Simply put, a good translation is when you don’t realise that you’re reading a translation. But to achieve this is nowhere near as easy as it sounds.
In order to convey the written message in its full depth and breadth, appropriate for the target audience in another language and culture, I have to navigate through a maze of terminology, syntax and grammatical rules, linguistic and cultural conventions, explicit and implicit messages and intentions.
Cultural and linguistic systems are never a like-for-like match, so translating sentences or expressions word for word is unlikely to give you a good result. Some elements of the source text are essential and should be kept as close to the original as possible, others are merely stylistic devices of the source language and need to be adapted or even omitted completely, as they would only disrupt the natural flow of the text in the target language. The real skill of a translator lies in knowing which is which.
“I think you’ve got it spot on. Thank you also
for your notes, which were helpful. I do like
the thoroughness of your approach!”
(Nick Rosenthal, owner of Salford Translations Ltd.)
Knowing the language is only the first step
Fluency in the source and target languages is of course a fundamental prerequisite for delivering a good translation. But this alone is not enough.
- Comprehensive general knowledge in both the source and target cultures is essential in order to pick up cultural references in the source text and relay these to the intended target audience – also bearing in mind that what can be assumed as general knowledge may vary significantly from one country to another.
- A good grasp of the subject matter is particularly important when translating a technical text in a specialist field – and this goes much further than just knowing the terminology.
- The translator also needs to be familiar with conventions of style and register that enable the reader to place the text in the correct context and ensure clarity and readability.
Especially for technical texts it is therefore advisable to use a translator with a good grounding in the subject. I continually strive to further my linguistic and cultural knowledge and am keeping abreast of the latest developments in my specialist fields.
My specialist subjects are:
- Chemistry and chemical industry
- Environment and environmental technologies
- Health & safety
Unless agreed otherwise with the client, all my translations are checked by another translator as a matter of course.
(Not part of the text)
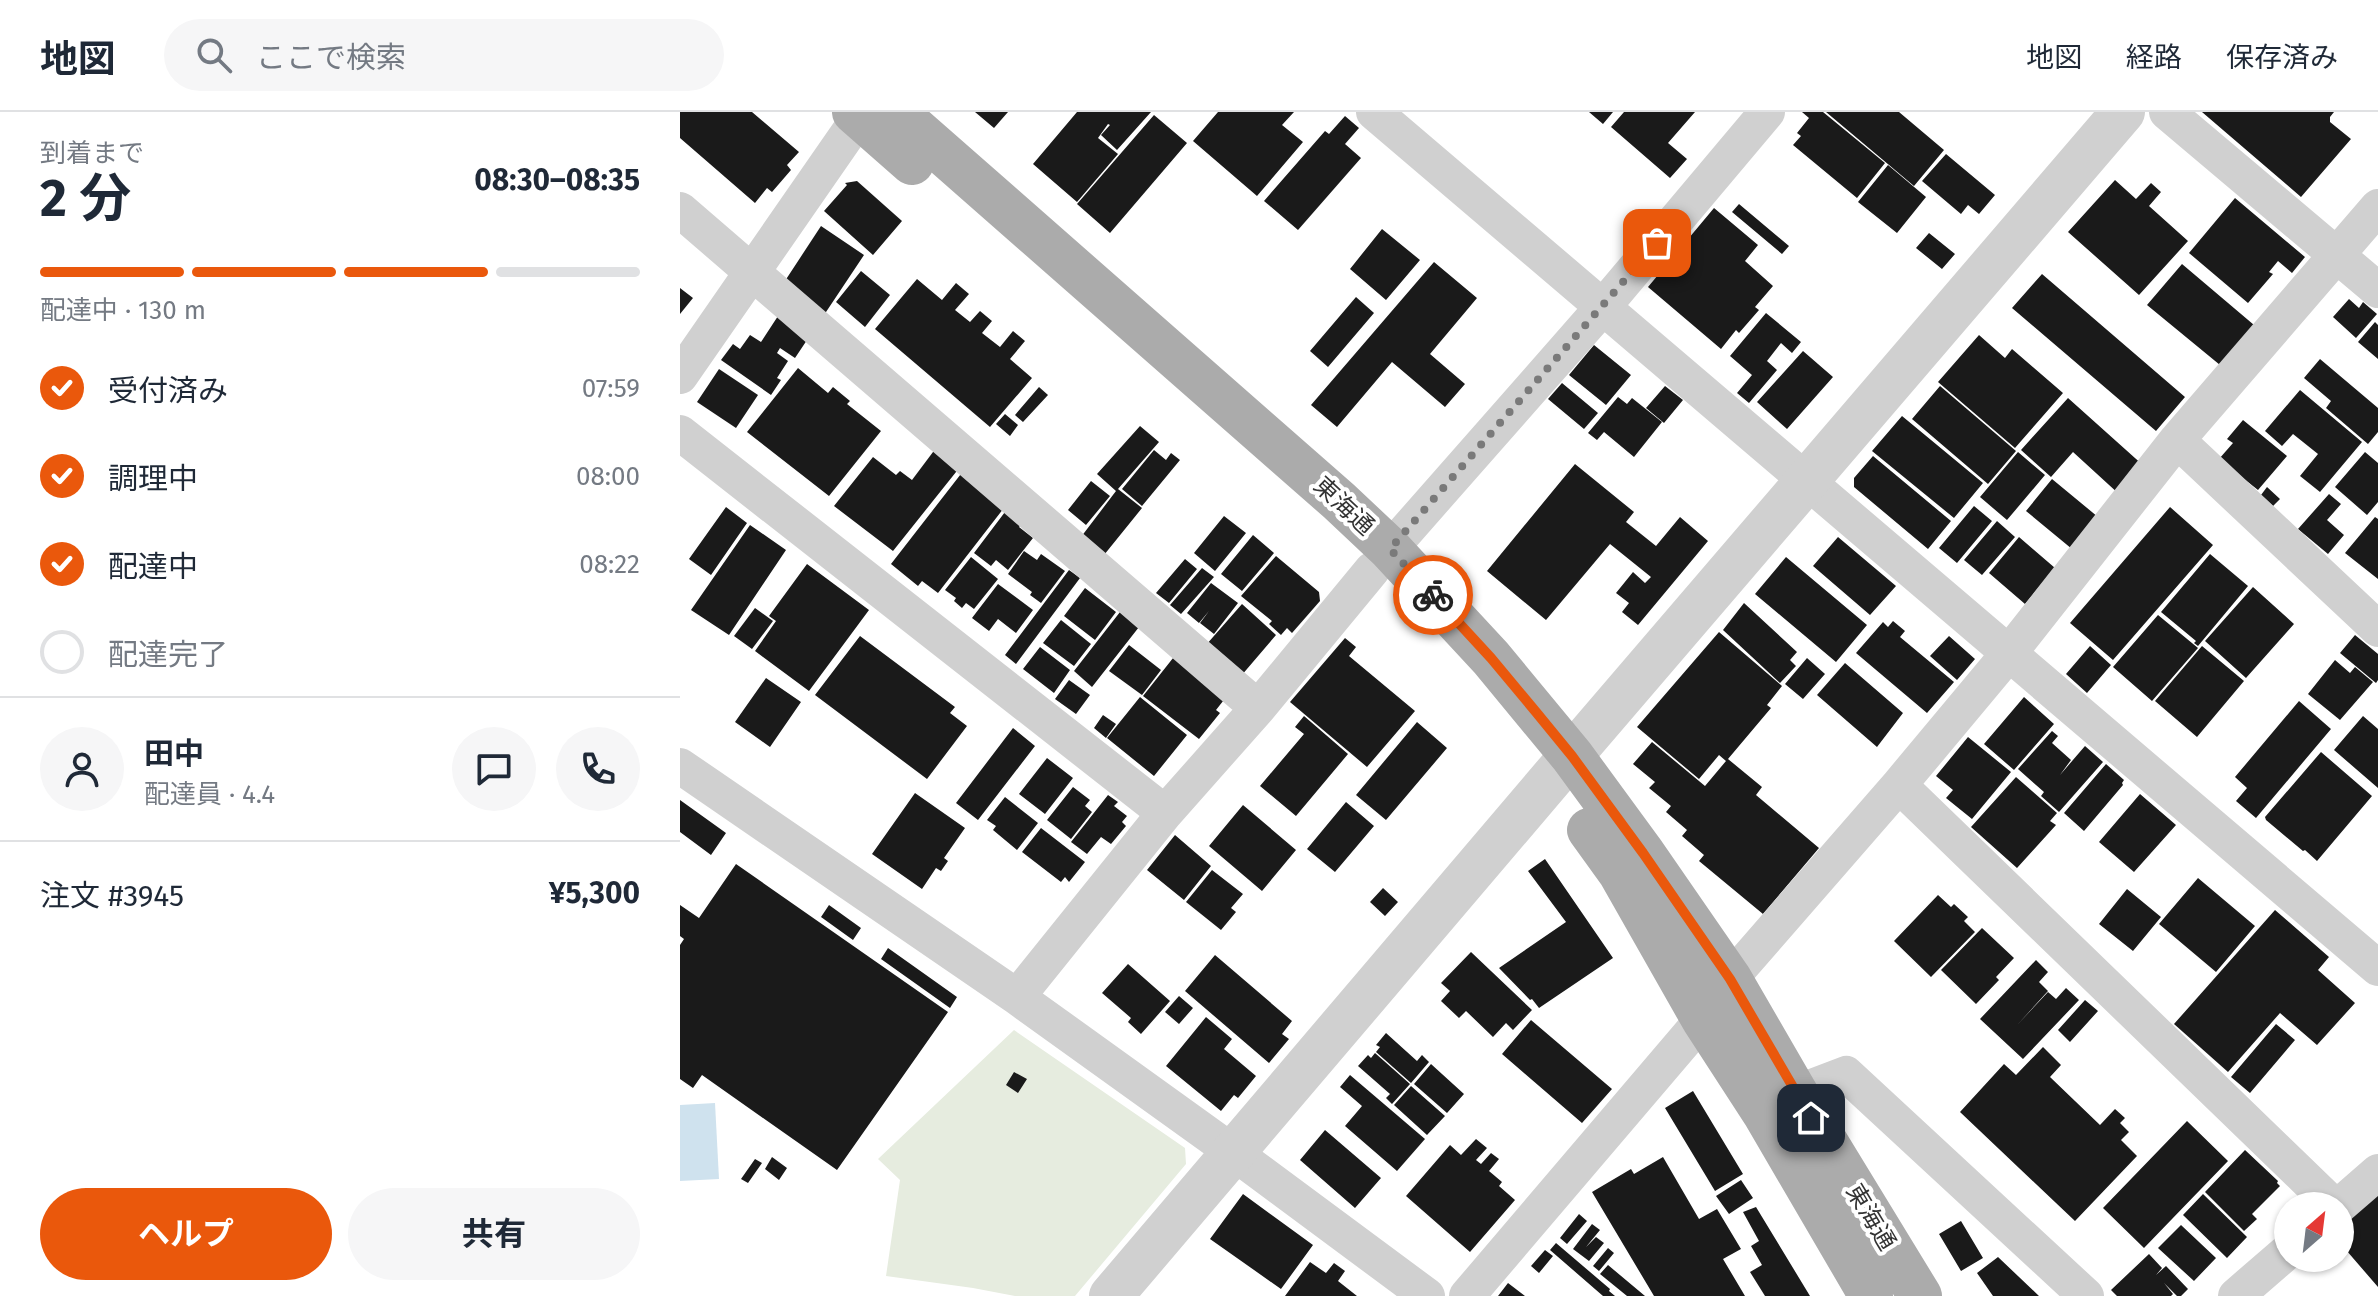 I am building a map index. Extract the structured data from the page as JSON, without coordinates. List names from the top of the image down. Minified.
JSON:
{"streets":{"main road":["東海通"]},"north":"top right","page":{"header":"地図","search":"ここで検索","nav":["地図","経路","保存済み"],"heading":["2 分","到着まで","08:30–08:35"],"panel":["田中","配達員 · 4.4","注文 #3945","¥5,300"],"bar":"配達中 · 130 m","list":[["受付済み","07:59"],["調理中","08:00"],["配達中","08:22"],"配達完了"],"buttons":["ヘルプ","共有"]}}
This is an essential part of my quality control process and recommended good practice in line with industry standards.
What you can do to help ensure a high-quality translation
As a translation client there are a number of things you can do to help:
- If your company has an in-house Style Guide or Tone of Voice guidelines or maintains mono- or multilingual glossaries to ensure consistency of terminology, then please make sure you include them with the texts to be translated.
- Please include as much relevant background or contextual information as possible with your translation brief. This includes any visuals, diagrams or other information that will accompany the text in its final form.
- It is also helpful to have a dedicated in-house contact for terminology or specific technical queries.
- I welcome your feedback, whether in the form of praise or constructive criticism. It’s the best way to make sure my translations hit the mark every time.
The UK’s Institute of Translation and Interpreting has published a Guide for Translation Buyers full of useful tips and advice on how to avoid unpleasant surprises when sourcing and buying language services.
Finally, one very important request: I appreciate that things don’t always go as planned. But please do try to allow sufficient time for the translation. Translating is not simply a matter of “typing it in another language”. In fact, a high-quality translation can take as much time, thought and careful crafting as it takes to write original copy. So, please make sure your schedule allows for this.